**Recorded information:**

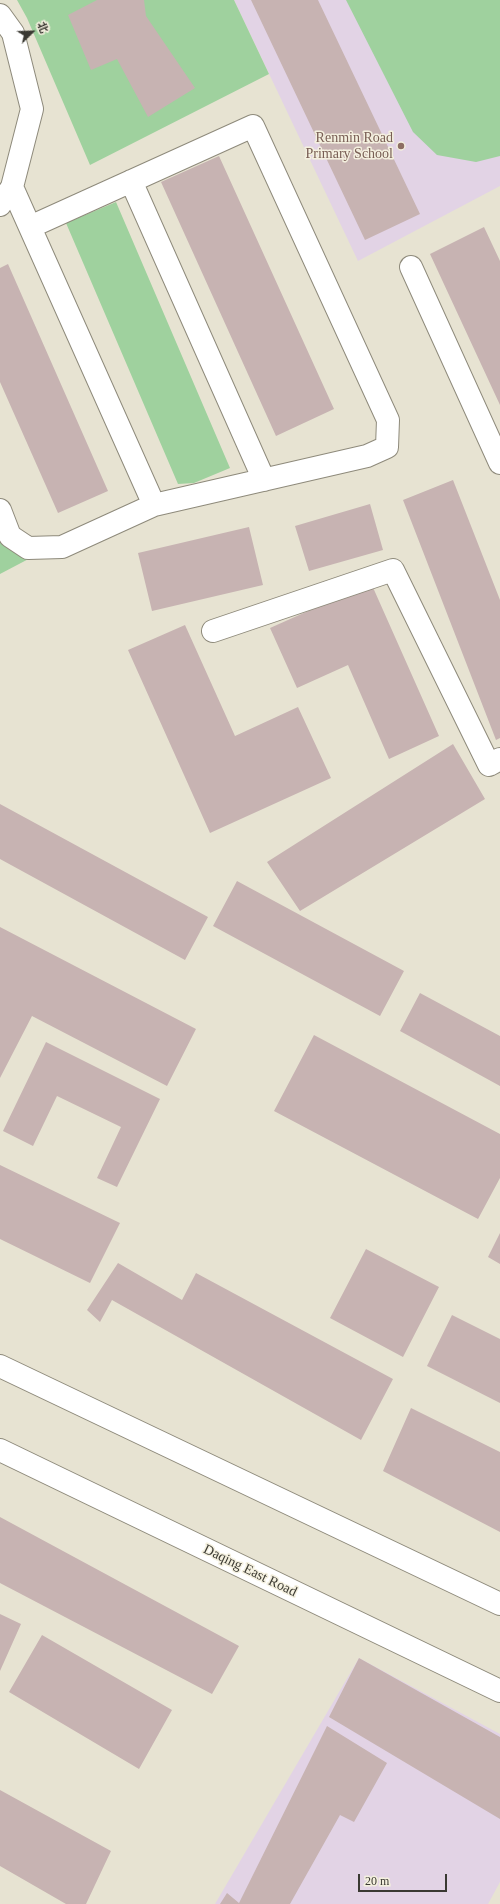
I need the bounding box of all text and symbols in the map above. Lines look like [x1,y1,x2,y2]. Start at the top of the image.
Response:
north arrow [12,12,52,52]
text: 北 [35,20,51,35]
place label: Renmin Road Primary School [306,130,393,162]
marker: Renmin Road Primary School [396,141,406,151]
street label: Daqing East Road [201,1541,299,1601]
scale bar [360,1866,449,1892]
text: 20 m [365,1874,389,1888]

**What needs to be done:** Reproduce each line above exactly, but not a single picture.

**Exercise output:**
I need the bounding box of all text and symbols in the map above. Lines look like [x1,y1,x2,y2]. Start at the top of the image.
Response:
north arrow [12,12,52,52]
text: 北 [35,20,51,35]
place label: Renmin Road Primary School [306,130,393,162]
marker: Renmin Road Primary School [396,141,406,151]
street label: Daqing East Road [201,1541,299,1601]
scale bar [360,1866,449,1892]
text: 20 m [365,1874,389,1888]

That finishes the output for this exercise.